Try it » Some lines in the entries contain the word "Allotments". Copy all of them.

Stored data entries »

§ §

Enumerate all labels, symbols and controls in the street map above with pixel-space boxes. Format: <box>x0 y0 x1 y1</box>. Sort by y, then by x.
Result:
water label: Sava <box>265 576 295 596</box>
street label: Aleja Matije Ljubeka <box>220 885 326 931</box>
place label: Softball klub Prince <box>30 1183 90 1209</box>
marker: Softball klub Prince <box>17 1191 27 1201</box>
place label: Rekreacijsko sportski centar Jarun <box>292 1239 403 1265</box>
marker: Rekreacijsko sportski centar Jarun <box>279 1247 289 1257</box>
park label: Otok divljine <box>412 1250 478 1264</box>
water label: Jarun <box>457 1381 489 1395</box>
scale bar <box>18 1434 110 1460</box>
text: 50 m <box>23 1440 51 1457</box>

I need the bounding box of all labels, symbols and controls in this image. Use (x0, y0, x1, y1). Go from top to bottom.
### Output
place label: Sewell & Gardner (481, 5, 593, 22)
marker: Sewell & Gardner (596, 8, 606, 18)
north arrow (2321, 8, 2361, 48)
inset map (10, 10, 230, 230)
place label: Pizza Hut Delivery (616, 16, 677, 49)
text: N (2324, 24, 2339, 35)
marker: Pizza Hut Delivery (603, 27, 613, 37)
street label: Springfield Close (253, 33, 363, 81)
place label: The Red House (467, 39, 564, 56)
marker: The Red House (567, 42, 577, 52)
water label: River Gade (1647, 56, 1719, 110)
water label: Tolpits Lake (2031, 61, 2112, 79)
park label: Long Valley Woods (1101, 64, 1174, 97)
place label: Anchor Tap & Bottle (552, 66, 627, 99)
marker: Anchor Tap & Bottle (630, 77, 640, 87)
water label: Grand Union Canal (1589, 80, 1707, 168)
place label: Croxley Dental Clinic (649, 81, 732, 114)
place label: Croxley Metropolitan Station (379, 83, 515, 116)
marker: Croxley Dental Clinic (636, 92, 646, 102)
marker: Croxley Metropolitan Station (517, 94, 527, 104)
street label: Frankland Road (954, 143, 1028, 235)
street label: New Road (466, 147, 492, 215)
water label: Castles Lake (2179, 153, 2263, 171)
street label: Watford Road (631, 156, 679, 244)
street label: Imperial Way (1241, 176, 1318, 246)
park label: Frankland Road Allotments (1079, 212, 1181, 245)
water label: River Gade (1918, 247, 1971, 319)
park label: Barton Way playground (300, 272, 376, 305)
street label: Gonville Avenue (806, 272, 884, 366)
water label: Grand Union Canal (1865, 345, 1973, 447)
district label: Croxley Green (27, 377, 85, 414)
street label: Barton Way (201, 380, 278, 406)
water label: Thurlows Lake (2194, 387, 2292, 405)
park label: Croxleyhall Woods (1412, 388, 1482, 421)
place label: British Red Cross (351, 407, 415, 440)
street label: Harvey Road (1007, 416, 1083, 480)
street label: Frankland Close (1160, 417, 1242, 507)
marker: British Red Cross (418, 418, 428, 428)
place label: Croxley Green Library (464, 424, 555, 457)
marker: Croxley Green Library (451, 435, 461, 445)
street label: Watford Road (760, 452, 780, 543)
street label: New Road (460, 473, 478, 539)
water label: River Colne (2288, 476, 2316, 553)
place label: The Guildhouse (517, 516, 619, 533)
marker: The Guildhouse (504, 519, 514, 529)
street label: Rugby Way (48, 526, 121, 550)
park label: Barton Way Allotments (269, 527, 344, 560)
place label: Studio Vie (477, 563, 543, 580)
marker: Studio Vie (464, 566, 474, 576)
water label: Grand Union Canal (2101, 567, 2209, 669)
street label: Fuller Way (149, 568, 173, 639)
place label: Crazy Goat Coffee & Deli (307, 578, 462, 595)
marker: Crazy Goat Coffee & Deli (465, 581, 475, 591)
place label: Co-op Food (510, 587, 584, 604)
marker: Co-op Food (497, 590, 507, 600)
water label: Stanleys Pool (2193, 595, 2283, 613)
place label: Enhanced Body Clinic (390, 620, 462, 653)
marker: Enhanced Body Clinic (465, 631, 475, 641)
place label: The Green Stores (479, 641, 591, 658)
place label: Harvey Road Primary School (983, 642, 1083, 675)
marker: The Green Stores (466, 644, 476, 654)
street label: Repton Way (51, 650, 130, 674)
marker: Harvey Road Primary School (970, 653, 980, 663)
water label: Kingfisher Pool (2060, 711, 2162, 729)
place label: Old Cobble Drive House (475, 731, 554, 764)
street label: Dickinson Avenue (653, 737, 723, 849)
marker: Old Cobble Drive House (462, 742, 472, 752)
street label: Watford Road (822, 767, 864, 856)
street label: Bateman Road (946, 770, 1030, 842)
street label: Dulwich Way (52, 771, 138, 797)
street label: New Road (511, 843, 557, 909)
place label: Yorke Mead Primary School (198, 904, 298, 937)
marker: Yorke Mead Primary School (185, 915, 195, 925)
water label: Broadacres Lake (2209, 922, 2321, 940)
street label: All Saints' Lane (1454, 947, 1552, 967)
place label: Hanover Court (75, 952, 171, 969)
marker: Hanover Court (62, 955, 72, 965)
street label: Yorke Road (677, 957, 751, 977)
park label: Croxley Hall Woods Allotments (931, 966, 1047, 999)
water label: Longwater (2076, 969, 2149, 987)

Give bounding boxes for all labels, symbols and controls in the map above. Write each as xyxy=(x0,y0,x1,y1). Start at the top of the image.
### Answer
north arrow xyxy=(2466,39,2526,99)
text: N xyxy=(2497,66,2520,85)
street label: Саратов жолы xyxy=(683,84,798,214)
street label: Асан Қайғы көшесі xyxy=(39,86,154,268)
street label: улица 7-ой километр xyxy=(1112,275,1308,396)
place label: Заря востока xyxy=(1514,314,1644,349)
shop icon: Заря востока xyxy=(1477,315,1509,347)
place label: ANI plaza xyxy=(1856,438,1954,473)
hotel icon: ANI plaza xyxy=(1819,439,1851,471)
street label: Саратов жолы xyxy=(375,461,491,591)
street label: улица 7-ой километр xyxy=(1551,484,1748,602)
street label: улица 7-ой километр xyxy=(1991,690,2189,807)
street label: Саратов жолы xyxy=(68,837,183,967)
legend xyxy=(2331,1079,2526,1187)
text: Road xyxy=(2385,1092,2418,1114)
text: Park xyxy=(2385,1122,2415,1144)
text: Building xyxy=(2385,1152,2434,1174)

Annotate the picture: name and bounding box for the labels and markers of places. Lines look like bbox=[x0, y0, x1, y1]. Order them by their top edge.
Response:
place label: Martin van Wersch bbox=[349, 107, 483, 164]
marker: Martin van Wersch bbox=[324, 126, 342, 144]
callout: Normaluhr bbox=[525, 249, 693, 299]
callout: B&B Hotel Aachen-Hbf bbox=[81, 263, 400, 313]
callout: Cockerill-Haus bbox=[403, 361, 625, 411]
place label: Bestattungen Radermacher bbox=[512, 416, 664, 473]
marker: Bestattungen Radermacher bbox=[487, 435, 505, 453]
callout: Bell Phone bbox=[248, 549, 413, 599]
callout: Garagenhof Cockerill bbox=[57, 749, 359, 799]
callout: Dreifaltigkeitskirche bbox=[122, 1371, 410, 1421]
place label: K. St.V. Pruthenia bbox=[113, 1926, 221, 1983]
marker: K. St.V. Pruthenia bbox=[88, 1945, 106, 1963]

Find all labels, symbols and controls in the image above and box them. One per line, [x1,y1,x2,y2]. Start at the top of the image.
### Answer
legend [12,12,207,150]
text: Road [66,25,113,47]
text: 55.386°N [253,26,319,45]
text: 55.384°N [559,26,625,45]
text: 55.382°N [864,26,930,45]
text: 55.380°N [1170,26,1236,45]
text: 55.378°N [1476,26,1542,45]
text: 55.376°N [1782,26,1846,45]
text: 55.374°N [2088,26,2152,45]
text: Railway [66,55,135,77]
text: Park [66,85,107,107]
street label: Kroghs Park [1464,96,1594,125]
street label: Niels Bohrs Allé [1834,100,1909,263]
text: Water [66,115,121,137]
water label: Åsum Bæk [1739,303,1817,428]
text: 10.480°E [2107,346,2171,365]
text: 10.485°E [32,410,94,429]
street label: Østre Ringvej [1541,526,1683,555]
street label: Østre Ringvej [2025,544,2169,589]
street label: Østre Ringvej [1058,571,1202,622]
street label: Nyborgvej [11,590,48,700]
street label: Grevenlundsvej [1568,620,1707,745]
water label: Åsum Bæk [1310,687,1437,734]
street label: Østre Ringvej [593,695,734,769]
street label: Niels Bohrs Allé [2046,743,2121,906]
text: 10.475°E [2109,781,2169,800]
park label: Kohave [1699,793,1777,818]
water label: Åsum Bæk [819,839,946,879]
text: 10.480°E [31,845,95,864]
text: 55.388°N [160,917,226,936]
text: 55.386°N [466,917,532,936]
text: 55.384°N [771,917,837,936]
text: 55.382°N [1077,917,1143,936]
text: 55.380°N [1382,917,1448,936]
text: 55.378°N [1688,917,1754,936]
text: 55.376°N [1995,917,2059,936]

§ §

Your response »
park label: Frankland Road Allotments (1079, 212, 1181, 245)
park label: Barton Way Allotments (269, 527, 344, 560)
park label: Croxley Hall Woods Allotments (931, 966, 1047, 999)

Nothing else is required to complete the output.